* **Task prompt**: Would you find each line in the entries below with the string "header" and copy it?

* **Dataset extract**:
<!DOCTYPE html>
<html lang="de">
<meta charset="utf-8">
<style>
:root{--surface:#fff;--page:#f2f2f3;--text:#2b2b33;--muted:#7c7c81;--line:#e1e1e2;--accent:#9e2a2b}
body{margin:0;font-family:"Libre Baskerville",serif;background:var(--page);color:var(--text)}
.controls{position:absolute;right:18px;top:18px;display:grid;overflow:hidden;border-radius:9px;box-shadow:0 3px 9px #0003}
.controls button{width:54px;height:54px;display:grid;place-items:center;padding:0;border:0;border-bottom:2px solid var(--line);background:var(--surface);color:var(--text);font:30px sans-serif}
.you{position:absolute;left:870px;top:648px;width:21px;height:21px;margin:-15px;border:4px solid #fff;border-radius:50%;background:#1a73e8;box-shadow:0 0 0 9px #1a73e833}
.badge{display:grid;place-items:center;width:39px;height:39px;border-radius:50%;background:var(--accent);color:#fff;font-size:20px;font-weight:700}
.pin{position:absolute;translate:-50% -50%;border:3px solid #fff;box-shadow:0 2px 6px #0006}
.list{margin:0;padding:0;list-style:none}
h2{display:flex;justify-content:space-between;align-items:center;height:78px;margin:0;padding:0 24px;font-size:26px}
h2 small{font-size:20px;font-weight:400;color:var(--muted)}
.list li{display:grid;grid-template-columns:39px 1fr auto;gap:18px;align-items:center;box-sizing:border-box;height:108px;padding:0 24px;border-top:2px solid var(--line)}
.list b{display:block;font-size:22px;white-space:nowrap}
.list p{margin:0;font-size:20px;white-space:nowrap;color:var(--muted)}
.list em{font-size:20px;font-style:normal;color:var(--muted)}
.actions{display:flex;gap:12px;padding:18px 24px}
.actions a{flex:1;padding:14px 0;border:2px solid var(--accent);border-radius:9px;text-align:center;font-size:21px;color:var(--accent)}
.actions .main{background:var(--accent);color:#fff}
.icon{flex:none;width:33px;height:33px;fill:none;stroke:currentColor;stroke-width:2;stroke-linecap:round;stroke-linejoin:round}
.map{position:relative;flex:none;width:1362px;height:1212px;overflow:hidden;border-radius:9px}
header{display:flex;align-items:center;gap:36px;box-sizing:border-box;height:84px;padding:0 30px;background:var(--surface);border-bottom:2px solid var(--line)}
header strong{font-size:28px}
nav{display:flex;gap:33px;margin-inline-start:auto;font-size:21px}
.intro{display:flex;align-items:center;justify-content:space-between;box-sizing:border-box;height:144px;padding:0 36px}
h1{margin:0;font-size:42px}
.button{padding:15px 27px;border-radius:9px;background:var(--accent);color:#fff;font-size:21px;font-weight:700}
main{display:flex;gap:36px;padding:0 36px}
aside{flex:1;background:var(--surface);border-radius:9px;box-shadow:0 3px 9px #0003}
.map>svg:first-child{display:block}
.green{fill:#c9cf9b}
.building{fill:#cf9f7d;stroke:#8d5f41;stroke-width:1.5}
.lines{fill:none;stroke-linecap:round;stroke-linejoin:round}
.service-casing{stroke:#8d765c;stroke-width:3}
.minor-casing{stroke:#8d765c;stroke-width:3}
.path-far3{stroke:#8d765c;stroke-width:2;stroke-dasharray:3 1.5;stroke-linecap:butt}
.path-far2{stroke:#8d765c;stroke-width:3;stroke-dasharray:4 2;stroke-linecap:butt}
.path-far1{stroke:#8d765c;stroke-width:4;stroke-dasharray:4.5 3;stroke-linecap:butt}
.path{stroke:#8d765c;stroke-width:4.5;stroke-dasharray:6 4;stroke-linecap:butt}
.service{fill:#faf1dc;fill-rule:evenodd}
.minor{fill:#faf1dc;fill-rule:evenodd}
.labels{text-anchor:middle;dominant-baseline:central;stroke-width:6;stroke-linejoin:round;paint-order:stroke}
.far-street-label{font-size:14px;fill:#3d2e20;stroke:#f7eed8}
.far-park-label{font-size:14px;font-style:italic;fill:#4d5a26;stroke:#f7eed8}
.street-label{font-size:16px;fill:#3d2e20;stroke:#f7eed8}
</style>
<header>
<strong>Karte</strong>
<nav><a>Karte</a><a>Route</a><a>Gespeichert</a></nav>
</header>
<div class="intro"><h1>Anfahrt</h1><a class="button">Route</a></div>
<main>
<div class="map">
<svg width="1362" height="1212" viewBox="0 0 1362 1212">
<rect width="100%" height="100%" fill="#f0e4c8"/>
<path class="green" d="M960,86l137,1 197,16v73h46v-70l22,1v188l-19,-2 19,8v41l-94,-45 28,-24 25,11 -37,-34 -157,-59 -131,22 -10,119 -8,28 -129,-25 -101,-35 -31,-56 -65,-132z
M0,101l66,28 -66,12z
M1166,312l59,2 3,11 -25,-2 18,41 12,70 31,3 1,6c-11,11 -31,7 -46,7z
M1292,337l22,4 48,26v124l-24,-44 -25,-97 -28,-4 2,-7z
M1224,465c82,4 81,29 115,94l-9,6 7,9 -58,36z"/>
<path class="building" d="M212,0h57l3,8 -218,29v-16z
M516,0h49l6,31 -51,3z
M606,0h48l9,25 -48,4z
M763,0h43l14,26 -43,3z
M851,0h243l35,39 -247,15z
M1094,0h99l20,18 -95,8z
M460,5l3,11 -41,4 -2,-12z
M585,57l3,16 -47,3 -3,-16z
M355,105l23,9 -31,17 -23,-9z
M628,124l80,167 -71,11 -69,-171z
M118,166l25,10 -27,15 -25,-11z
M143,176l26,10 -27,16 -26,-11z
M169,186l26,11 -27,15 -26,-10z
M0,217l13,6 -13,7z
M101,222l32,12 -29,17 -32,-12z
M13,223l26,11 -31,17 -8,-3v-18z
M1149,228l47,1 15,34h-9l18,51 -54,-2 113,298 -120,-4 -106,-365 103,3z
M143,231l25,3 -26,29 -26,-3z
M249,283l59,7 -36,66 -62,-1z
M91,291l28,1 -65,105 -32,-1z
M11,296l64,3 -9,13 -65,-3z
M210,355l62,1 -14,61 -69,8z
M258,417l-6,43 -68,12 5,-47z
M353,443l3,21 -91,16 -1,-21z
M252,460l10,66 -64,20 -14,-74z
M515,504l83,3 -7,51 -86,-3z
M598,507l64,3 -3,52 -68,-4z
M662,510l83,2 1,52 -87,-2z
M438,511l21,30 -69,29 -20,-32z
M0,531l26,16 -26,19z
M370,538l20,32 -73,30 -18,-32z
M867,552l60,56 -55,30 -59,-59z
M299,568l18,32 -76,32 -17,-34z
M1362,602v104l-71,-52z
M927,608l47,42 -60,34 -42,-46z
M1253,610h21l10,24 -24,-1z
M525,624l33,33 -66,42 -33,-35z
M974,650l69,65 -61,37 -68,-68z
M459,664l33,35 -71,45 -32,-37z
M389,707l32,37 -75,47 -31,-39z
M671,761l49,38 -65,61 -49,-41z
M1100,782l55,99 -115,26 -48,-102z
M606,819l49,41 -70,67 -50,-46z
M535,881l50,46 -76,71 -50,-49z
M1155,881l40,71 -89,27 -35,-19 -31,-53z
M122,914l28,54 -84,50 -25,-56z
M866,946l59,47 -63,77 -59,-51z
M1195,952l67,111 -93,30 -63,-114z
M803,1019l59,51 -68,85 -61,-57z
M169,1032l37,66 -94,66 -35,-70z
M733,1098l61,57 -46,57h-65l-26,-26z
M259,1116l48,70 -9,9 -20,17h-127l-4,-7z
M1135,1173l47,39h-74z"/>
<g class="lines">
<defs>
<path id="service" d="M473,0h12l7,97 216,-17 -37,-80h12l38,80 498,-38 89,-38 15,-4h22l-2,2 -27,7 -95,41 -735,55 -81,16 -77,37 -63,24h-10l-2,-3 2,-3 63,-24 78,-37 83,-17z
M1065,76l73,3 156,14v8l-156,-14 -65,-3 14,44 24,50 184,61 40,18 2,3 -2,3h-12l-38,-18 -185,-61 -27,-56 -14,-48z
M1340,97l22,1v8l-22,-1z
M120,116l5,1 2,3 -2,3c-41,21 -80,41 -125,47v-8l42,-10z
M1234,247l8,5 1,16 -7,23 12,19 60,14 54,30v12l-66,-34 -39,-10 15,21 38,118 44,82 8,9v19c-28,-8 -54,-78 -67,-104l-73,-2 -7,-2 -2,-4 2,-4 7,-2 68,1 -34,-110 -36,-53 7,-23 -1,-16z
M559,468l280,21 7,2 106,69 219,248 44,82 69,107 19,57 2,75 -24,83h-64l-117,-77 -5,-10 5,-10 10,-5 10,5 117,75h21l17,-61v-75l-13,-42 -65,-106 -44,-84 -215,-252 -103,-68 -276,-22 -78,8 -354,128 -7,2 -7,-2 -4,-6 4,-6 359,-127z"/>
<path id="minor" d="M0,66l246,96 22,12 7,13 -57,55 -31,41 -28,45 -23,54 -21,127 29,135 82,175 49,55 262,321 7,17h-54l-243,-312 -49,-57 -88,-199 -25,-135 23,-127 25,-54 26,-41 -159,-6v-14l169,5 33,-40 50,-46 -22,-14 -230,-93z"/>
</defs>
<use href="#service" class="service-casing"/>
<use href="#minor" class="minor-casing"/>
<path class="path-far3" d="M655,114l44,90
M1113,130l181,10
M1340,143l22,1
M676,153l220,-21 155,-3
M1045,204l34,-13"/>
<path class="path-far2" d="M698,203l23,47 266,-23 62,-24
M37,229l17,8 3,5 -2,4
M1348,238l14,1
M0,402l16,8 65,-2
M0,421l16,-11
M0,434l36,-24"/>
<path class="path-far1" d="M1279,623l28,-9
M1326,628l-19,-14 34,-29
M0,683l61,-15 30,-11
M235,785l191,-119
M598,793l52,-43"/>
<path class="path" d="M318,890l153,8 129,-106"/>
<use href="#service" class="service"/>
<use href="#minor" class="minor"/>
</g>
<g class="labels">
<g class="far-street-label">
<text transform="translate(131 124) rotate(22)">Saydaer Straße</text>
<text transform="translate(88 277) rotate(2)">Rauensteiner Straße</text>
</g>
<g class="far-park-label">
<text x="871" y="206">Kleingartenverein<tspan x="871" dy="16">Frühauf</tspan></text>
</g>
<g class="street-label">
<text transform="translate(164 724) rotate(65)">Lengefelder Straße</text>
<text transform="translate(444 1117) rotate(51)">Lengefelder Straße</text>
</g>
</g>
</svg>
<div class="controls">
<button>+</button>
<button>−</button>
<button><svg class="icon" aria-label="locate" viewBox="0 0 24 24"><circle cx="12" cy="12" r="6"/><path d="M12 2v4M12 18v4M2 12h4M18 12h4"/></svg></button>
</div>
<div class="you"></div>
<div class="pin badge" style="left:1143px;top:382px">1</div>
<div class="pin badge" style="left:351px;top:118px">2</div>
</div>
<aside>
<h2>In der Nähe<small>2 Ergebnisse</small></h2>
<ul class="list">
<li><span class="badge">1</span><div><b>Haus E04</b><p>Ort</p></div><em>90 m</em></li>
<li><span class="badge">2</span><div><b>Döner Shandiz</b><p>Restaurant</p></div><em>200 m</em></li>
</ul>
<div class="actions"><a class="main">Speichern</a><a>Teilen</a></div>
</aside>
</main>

* **Task solution**:
header{display:flex;align-items:center;gap:36px;box-sizing:border-box;height:84px;padding:0 30px;background:var(--surface);border-bottom:2px solid var(--line)}
header strong{font-size:28px}
<header>
</header>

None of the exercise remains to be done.